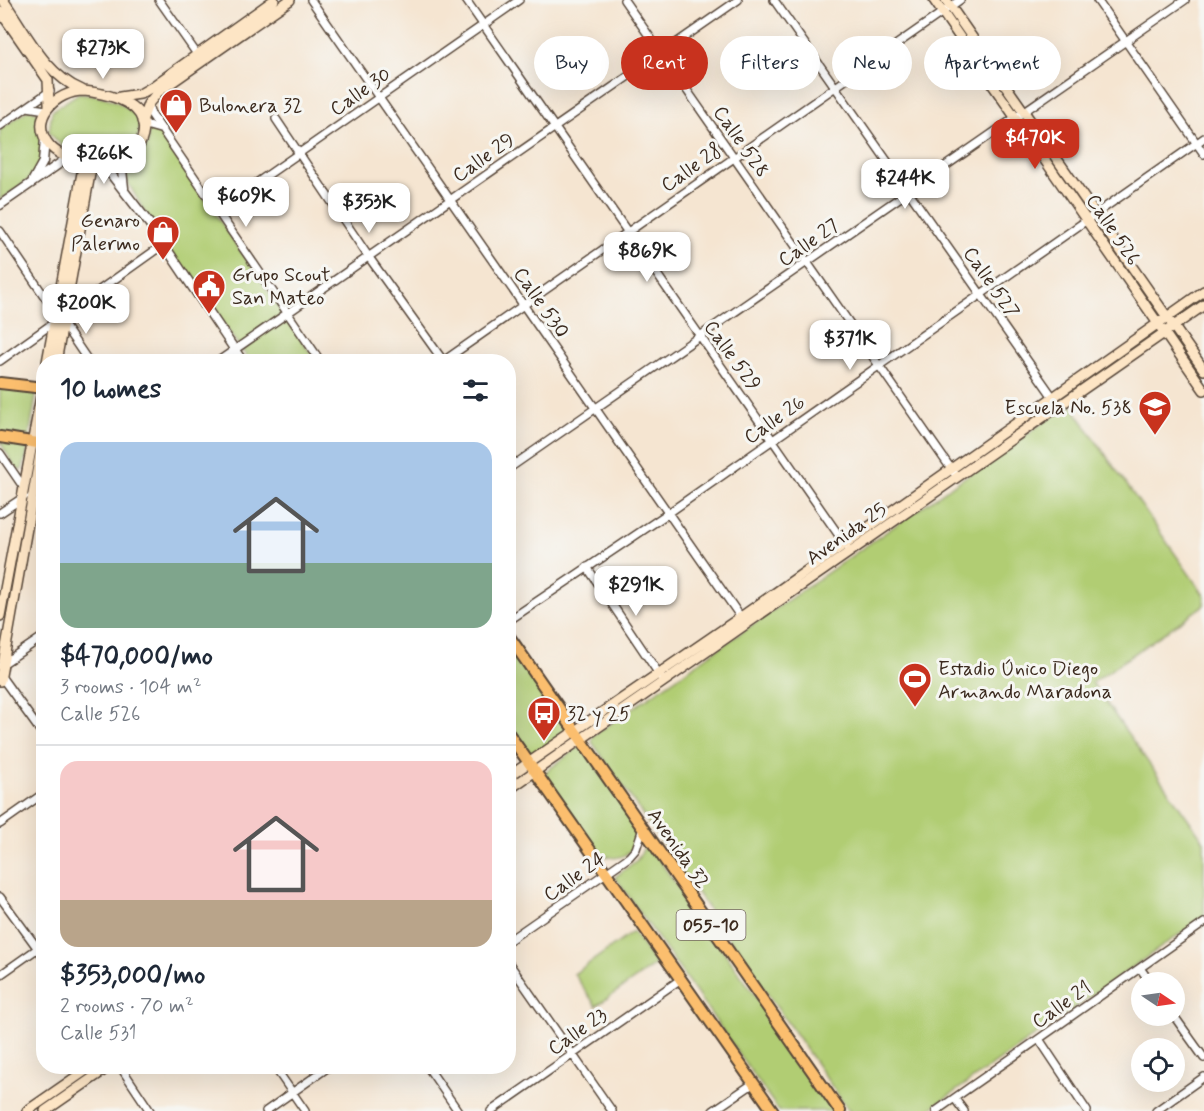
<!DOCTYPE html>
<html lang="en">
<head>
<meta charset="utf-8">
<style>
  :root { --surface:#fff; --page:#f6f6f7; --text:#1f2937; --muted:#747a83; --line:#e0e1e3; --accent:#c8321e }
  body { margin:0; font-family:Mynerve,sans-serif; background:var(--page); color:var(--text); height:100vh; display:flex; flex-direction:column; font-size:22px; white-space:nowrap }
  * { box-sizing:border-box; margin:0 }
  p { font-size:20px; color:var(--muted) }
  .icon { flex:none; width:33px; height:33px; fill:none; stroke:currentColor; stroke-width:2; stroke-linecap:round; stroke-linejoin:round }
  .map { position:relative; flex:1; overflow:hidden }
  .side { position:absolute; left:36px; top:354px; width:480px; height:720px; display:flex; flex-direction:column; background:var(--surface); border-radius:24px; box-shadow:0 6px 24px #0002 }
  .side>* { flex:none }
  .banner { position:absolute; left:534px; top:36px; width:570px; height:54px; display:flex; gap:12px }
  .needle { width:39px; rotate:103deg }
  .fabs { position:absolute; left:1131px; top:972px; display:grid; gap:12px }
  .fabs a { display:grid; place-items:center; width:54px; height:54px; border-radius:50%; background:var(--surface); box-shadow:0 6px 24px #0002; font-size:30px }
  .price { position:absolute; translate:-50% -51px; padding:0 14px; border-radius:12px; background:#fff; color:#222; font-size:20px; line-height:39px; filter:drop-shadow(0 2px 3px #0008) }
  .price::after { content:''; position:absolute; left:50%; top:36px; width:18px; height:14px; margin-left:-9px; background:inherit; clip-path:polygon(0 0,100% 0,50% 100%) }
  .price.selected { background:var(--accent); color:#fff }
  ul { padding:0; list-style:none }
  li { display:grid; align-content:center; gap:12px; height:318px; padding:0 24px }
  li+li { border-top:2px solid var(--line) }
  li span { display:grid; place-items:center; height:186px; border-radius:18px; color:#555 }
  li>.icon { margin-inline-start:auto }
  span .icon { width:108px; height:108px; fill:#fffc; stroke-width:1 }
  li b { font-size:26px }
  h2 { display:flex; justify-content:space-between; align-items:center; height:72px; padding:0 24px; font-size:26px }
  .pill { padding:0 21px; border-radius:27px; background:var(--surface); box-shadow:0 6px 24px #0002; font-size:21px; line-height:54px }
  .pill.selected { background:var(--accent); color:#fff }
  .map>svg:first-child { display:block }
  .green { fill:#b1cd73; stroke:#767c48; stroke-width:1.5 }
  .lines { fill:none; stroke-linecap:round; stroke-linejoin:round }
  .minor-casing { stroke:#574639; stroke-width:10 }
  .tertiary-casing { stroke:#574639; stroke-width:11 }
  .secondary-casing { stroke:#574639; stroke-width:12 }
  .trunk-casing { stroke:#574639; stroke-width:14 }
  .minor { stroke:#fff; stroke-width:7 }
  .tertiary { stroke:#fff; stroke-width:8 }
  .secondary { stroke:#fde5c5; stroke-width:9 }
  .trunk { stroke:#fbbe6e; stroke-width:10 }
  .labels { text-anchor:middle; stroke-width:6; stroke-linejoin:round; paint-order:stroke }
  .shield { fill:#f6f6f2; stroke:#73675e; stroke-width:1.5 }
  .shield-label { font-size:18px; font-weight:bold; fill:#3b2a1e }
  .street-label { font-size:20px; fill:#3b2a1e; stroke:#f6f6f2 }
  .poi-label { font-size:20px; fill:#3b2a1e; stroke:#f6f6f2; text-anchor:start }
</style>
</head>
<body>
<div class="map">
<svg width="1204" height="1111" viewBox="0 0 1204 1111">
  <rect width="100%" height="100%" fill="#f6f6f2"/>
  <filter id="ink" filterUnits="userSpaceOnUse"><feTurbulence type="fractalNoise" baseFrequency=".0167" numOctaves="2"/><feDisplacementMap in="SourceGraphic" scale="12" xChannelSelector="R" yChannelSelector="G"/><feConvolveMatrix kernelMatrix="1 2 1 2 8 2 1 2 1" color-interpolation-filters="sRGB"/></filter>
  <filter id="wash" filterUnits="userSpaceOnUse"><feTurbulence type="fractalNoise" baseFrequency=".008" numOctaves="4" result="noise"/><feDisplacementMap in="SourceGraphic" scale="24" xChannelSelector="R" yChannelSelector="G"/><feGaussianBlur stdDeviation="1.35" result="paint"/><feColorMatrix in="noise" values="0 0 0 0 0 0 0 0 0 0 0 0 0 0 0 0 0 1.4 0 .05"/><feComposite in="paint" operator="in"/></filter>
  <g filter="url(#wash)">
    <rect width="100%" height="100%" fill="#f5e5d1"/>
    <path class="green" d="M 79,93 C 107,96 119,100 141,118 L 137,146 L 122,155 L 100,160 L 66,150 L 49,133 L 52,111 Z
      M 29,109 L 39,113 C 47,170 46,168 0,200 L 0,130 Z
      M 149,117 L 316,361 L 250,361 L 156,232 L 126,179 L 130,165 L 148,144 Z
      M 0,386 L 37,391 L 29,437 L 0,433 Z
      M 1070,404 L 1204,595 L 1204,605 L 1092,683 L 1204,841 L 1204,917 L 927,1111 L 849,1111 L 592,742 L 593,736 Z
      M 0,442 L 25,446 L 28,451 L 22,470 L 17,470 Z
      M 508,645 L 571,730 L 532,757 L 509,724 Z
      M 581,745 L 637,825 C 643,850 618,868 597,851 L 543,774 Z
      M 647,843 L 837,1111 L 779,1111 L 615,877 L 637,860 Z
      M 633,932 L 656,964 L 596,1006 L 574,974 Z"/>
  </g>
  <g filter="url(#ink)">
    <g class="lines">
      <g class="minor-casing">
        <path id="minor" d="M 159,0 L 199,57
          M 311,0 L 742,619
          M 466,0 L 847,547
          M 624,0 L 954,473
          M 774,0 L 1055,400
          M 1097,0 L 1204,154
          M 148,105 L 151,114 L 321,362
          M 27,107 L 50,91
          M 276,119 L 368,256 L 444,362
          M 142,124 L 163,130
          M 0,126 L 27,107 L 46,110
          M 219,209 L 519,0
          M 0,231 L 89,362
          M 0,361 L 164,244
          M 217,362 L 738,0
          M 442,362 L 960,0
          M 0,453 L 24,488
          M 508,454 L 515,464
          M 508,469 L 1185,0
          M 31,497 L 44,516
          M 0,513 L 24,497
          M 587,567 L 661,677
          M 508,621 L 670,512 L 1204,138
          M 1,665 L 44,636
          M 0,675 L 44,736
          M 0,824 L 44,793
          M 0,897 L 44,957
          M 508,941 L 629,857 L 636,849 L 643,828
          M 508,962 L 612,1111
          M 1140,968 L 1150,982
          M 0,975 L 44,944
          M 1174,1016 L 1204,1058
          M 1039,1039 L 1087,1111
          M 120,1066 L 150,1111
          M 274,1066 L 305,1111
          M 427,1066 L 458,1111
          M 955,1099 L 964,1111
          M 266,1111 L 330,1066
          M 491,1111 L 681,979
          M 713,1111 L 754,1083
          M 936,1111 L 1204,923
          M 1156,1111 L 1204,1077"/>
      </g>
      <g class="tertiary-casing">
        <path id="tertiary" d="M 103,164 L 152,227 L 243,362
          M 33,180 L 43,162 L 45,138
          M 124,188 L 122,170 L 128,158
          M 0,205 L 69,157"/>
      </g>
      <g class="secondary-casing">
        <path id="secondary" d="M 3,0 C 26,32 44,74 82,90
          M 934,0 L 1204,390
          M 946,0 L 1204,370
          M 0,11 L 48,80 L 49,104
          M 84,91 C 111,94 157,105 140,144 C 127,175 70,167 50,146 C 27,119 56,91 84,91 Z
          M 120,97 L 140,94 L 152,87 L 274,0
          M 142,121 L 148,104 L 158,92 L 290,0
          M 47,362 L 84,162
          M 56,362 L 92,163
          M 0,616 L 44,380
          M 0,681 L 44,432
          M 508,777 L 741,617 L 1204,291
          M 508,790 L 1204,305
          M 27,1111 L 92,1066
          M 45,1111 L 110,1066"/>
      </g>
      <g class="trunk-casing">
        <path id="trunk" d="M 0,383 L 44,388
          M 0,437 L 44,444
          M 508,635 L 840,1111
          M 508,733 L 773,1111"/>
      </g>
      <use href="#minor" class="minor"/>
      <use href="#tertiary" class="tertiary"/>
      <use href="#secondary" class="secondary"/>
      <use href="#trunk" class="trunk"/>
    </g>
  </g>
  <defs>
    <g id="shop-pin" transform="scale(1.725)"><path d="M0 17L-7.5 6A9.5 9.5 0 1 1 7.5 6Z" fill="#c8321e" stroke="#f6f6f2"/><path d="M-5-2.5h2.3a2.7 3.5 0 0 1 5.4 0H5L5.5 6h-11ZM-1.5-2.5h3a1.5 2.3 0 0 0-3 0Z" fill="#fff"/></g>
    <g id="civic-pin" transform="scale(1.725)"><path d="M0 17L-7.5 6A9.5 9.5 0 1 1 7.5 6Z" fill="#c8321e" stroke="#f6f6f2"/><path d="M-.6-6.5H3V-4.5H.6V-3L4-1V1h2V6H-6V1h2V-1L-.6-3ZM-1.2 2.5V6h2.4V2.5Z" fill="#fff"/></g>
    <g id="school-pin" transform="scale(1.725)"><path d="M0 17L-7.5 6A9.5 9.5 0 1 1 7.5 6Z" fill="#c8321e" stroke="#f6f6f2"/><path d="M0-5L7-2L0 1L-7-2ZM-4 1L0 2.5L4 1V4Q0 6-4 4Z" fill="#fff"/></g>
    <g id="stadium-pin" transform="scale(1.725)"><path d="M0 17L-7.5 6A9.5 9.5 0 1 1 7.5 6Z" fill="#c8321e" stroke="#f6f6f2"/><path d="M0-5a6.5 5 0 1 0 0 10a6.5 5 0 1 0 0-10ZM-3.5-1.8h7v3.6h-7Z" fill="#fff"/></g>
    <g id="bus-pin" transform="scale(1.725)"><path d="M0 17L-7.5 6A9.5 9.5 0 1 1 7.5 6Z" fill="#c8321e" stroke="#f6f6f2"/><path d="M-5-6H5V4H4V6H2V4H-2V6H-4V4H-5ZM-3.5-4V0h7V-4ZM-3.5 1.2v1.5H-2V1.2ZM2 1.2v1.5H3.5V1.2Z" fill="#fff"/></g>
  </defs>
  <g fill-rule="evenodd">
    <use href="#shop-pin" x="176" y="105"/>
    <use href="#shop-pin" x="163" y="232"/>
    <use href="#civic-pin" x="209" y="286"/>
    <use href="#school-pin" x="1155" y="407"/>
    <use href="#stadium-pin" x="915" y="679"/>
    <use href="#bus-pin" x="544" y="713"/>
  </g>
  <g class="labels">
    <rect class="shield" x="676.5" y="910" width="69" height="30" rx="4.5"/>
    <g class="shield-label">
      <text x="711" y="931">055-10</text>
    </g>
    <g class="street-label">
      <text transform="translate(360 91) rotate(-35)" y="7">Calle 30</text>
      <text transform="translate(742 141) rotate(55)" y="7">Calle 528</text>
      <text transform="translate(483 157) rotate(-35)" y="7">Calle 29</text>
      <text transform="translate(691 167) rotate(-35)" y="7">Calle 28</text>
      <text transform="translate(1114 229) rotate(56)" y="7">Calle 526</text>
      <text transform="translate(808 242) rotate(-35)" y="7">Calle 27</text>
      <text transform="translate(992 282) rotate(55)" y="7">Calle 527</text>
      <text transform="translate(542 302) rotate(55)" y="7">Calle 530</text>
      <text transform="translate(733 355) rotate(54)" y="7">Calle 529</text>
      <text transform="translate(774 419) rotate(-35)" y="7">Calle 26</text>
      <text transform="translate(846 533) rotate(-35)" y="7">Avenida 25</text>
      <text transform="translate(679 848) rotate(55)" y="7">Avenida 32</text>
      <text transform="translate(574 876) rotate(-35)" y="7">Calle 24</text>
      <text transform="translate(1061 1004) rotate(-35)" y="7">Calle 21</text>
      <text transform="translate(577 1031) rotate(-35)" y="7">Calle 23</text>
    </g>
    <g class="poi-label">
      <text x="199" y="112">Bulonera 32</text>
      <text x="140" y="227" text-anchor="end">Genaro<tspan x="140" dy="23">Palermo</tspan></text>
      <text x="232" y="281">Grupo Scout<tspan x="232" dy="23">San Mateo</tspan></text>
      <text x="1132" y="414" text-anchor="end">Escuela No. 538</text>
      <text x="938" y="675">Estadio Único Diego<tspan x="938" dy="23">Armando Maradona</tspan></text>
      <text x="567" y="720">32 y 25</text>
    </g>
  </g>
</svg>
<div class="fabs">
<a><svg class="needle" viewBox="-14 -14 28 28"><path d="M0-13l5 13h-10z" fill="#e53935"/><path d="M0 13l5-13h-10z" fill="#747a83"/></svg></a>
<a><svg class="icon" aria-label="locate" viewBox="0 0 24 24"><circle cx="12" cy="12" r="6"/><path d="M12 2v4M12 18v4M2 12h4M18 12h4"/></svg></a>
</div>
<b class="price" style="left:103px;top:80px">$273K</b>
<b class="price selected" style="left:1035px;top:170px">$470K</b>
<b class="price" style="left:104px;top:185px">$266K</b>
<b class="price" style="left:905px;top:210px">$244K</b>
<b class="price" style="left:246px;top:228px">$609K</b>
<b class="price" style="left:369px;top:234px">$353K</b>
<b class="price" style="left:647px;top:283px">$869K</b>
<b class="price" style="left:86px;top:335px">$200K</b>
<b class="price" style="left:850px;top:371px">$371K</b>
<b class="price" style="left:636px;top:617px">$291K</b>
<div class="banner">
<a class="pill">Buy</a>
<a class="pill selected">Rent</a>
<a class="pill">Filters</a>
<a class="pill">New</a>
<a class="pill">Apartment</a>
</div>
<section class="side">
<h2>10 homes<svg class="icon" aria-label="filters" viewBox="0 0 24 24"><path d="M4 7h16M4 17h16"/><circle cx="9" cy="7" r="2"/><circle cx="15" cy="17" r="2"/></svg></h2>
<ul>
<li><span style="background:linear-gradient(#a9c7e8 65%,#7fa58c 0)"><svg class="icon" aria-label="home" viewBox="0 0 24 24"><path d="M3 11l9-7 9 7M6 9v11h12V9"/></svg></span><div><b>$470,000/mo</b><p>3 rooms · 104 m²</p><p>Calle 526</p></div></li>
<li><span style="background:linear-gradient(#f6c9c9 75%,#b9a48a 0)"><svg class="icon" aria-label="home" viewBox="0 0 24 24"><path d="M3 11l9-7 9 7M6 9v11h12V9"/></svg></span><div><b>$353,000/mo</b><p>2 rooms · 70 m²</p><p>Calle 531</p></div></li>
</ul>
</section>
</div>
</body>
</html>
•••
Goal of the exercise: Go through the material and report each line that holds the string "numOctaves".

Exercise solution:
  <filter id="ink" filterUnits="userSpaceOnUse"><feTurbulence type="fractalNoise" baseFrequency=".0167" numOctaves="2"/><feDisplacementMap in="SourceGraphic" scale="12" xChannelSelector="R" yChannelSelector="G"/><feConvolveMatrix kernelMatrix="1 2 1 2 8 2 1 2 1" color-interpolation-filters="sRGB"/></filter>
  <filter id="wash" filterUnits="userSpaceOnUse"><feTurbulence type="fractalNoise" baseFrequency=".008" numOctaves="4" result="noise"/><feDisplacementMap in="SourceGraphic" scale="24" xChannelSelector="R" yChannelSelector="G"/><feGaussianBlur stdDeviation="1.35" result="paint"/><feColorMatrix in="noise" values="0 0 0 0 0 0 0 0 0 0 0 0 0 0 0 0 0 1.4 0 .05"/><feComposite in="paint" operator="in"/></filter>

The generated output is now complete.